Article 1er
Il est ajouté un article 5.3.6 « Incapacité temporaire de travail » à l'accord collectif du 11 octobre 2016 ainsi rédigé :
« Lorsque le salarié se trouve en état d'incapacité temporaire complète de travail constaté par le médecin traitant et donnant lieu au versement d'indemnités journalières de la sécurité sociale, il bénéficie indemnités complémentaires à celle de la sécurité sociale.
Les indemnités journalières complémentaires à celles de la sécurité sociale sont versées :
– en relais du maintien de salaire versé par l'employeur :
–– pour les salariés ayant au moins 1 an d'ancienneté dans l'entreprise ;
–– ou en cas d'accident du travail ou de maladie professionnelle pour les salariés ayant moins de 1 an d'ancienneté ;
– à compter du 91e jour d'arrêt de travail continu pour les salariés ayant moins de 1 an d'ancienneté en cas d'accident non professionnel ou de maladie non professionnelle.

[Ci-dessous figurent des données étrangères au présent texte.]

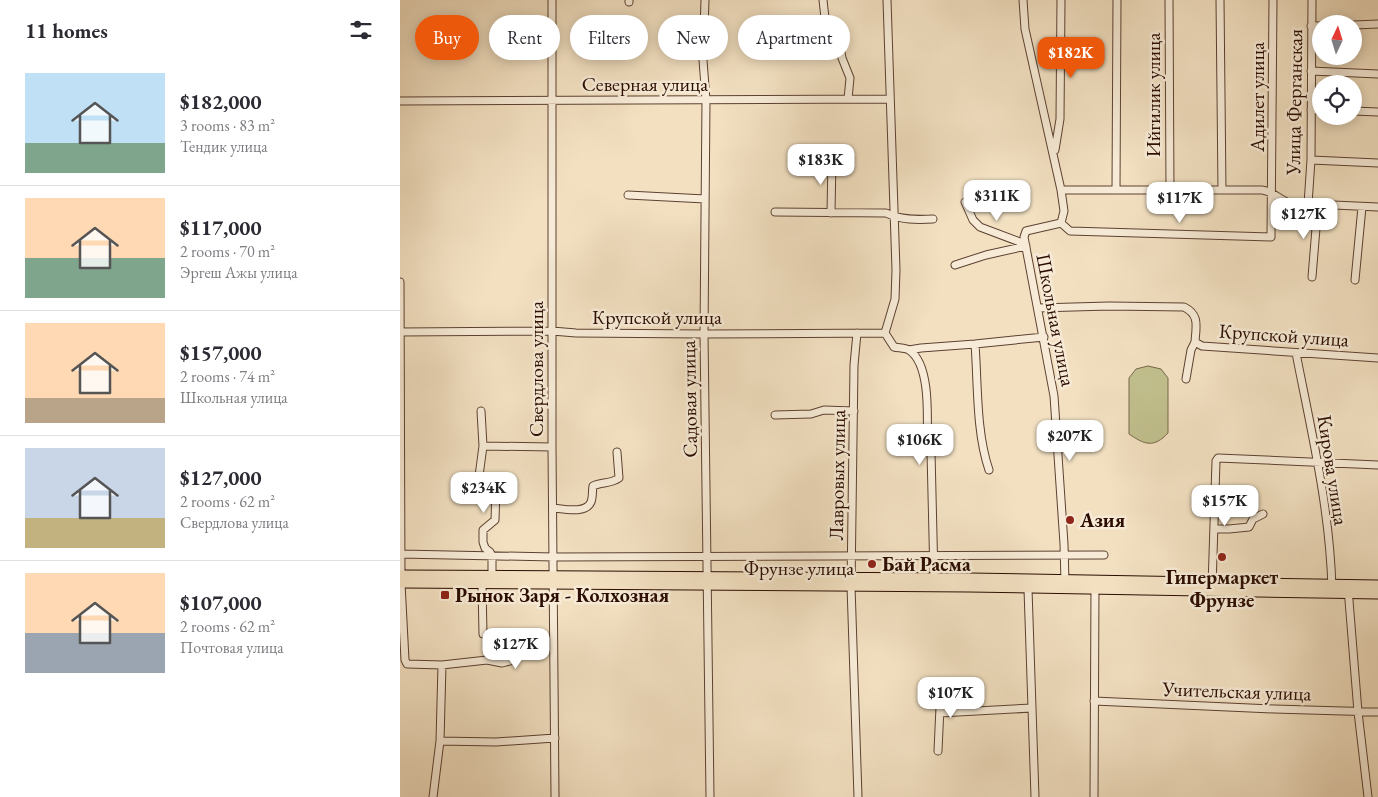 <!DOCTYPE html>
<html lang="en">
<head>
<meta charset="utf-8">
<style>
  body { margin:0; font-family:"EB Garamond",serif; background:#f7f7f7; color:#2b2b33; height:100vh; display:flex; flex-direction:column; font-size:19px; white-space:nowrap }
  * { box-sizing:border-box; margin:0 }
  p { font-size:16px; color:#7c7c81 }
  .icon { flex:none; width:28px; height:28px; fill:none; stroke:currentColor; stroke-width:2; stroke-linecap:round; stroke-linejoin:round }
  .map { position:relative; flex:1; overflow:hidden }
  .sheet { display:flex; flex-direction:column; background:#fff; width:400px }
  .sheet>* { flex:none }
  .hud { position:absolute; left:15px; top:15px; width:475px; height:45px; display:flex; gap:10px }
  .needle { width:32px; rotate:4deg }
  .controls { position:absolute; left:912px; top:15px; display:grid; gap:10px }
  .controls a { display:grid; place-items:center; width:50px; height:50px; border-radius:50%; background:#fff; box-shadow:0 2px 12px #0003; font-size:25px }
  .price { position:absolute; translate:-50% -42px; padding:0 11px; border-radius:10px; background:#fff; color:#222; font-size:16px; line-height:32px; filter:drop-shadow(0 1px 2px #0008) }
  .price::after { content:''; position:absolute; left:50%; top:30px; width:15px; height:11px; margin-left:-8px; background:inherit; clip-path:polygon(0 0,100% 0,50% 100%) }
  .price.active { background:#ea580c; color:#fff }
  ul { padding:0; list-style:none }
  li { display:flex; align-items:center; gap:15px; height:125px; padding:0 25px }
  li+li { border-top:1px solid #e1e1e2 }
  li span { display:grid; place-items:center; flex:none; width:140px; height:100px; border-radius:0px; color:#555 }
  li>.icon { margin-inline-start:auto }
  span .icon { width:60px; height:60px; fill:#fffc; stroke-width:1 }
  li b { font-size:21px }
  h2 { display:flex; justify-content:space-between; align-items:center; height:60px; padding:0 25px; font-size:21px }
  .tag { padding:0 18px; border-radius:22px; background:#fff; box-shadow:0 2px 12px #0003; font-size:18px; line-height:45px }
  .tag.active { background:#ea580c; color:#fff }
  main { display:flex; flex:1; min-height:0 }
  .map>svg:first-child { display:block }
  .grass { fill:#c1c08e; stroke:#766648 }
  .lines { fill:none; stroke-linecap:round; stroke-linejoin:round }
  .minor-casing { stroke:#5c4131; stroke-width:9 }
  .major-casing { stroke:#2a0c01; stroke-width:11 }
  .minor { stroke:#f7ebd7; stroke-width:7 }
  .major { stroke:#f2e0c1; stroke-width:9 }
  .poi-dot { fill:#8f2418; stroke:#f7ebd7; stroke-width:2 }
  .labels { text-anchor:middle; stroke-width:5; stroke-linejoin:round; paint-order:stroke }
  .street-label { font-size:20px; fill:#2a0c01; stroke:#f7ebd7 }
  .poi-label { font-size:20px; font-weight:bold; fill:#2a0c01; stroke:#f7ebd7; text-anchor:start }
</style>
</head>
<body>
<main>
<section class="sheet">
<h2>11 homes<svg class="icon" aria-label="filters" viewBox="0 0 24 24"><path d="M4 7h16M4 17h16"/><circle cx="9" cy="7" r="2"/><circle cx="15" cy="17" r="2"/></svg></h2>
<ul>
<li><span style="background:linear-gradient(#bfe0f5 70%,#7fa58c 0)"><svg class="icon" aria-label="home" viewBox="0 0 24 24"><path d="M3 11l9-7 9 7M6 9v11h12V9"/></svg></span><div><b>$182,000</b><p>3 rooms · 83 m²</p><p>Тендик улица</p></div></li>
<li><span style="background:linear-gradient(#ffd9b3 60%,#7fa58c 0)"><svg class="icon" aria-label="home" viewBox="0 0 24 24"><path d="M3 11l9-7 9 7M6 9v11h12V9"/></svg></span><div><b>$117,000</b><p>2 rooms · 70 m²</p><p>Эргеш Ажы улица</p></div></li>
<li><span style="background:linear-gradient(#ffd9b3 75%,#b9a48a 0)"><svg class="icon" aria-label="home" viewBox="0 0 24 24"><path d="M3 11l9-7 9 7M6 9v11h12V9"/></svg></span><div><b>$157,000</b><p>2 rooms · 74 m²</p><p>Школьная улица</p></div></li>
<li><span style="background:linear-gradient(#c9d6e8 70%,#c2b280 0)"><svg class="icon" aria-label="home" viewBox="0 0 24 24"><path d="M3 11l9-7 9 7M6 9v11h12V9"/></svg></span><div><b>$127,000</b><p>2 rooms · 62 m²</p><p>Свердлова улица</p></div></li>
<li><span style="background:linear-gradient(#ffd9b3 60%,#9aa5b1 0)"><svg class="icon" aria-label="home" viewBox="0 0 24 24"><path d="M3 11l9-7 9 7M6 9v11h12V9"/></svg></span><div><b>$107,000</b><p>2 rooms · 62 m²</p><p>Почтовая улица</p></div></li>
</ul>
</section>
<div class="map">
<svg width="978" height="797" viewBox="0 0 978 797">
  <rect width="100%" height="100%" fill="#f2e0c1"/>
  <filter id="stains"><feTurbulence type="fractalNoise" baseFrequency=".004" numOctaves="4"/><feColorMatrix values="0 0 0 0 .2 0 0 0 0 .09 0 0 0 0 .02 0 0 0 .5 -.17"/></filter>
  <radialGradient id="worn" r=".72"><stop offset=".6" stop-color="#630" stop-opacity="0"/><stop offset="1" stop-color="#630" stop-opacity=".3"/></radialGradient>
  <!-- grass -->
  <path class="grass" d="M748 366 761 369 768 378V433C754 448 745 445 729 434V378L736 369Z"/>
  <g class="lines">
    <defs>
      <path id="minor" d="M152 0V447L155 797
        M229 0V2
        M305 0 303 60 306 100 304 334 310 797
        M423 0 426 27 438 36 442 58 450 78 448 99
        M623 0 625 29 661 190 664 211 661 223 626 231 624 237 654 396 664 544 665 583
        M769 0 770 190
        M820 0 822 190
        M954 25 978 24
        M911 26H921
        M379 27H426
        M911 71 978 74
        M0 101 490 99
        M911 110H921
        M954 111 978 112
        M655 150 660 119 661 0
        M911 160 978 163
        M661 190H862C872 191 879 199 889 203L978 207
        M716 190 717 0
        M228 195 305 199
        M565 202 573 220 580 227 625 244
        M908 204 911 160 912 0
        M375 212 486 213C501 220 517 220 533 219
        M431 213 432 159
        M661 223 670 231 871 237 873 0
        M555 265 586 255 626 246
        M912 277 918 204
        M955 280 962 207
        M0 282 1 583 5 660 7 664 42 665 87 660 102 663 110 661 115 653 113 645 108 636 83 634 82 585
        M638 308 709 306 784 307C800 315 796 326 795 342L802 346 978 358
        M0 332 152 331 176 333 304 334 485 333
        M457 333 454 365 451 586 458 797
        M485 333 495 299 496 270 487 0
        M485 333 494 347C499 348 506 348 509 350 532 365 527 423 527 447L531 452 534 578
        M575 344C578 384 576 432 589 470
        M509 350 521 348 575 344 644 337
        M896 353C911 430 930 509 932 589
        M786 379 791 350 795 342
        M81 411 83 446 152 447
        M375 415 411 414 424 410 454 411
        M83 446 79 476 83 482 91 484 96 489 95 520 83 530V542L85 548 90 552 92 556V579
        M153 508C164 509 186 514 191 502 193 497 192 491 193 486 201 482 211 484 219 478L217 452
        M814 529H829L849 527 853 519 863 514
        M0 554 154 557 704 555
        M812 587 816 461 818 458 978 465
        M948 588 958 712 968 797
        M628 589 635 797
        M694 701 874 709 978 712
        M540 713 632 708
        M40 741 96 742 155 738
        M538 751 541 685
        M33 797 40 741 42 665
        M694 797 695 585"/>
      <path id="major" d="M0 575 569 578 978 585
        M0 583 569 587 978 594"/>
    </defs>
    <!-- minor casing -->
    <use href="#minor" class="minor-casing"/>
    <!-- major casing -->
    <use href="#major" class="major-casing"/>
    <!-- minor -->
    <use href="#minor" class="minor"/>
    <!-- major -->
    <use href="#major" class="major"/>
  </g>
  <!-- markers -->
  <g class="poi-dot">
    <circle cx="670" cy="520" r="5"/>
    <circle cx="822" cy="557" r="5"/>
    <circle cx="472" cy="564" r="5"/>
    <rect x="40" y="590" width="10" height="10" rx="2.5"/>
  </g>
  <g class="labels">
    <!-- street labels -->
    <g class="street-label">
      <text x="245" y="91">Северная улица</text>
      <text transform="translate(753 95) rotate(-90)" y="7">Ийгилик улица</text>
      <text transform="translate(857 97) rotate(-90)" y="7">Адилет улица</text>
      <text transform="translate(894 102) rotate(-89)" y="7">Улица Ферганская</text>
      <text x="257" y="324">Крупской улица</text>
      <text transform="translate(656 320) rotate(79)" y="7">Школьная улица</text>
      <text transform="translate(884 335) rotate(4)" y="7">Крупской улица</text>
      <text transform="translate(136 369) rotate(-90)" y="7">Свердлова улица</text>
      <text transform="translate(289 399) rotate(-91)" y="7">Садовая улица</text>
      <text transform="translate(933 470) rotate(81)" y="7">Кирова улица</text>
      <text transform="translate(437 475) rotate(-89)" y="7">Лавровых улица</text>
      <text x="399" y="575">Фрунзе улица</text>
      <text transform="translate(837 691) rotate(2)" y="7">Учительская улица</text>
    </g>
    <!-- poi labels -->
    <g class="poi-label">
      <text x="680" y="527">Азия</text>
      <text x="482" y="571">Бай Расма</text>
      <text x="822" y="584" text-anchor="middle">Гипермаркет<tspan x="822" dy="23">Фрунзе</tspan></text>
      <text x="55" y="602">Рынок Заря - Колхозная</text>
    </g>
  </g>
  <rect width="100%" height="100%" filter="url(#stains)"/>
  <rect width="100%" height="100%" fill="url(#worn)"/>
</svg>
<div class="controls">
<a><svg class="needle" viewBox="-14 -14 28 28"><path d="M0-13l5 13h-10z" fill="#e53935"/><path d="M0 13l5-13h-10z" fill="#7c7c81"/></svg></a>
<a><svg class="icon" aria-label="locate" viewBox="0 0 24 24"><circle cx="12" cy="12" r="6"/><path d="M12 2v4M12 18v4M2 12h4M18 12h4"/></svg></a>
</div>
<b class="price active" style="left:671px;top:79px">$182K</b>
<b class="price" style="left:421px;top:186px">$183K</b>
<b class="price" style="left:597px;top:222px">$311K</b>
<b class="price" style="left:780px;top:224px">$117K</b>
<b class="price" style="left:904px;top:240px">$127K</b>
<b class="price" style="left:670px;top:462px">$207K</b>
<b class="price" style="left:520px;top:466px">$106K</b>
<b class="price" style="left:84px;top:514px">$234K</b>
<b class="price" style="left:825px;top:527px">$157K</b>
<b class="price" style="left:116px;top:670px">$127K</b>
<b class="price" style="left:551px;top:719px">$107K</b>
<div class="hud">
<a class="tag active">Buy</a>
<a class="tag">Rent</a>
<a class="tag">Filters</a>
<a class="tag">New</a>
<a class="tag">Apartment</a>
</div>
</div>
</main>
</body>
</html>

Le montant de l'indemnité journalière complémentaire brut, calculée en pourcentage de la 365e partie de la rémunération annuelle brute ayant donné lieu à cotisation, est de 75 % du salaire annuel brut.
Les indemnités journalières complémentaires sont versées sous déduction des prestations brutes versées par la sécurité sociale et éventuellement les sommes versées par l'employeur ou de tout autre revenu (de remplacement ou d'activité).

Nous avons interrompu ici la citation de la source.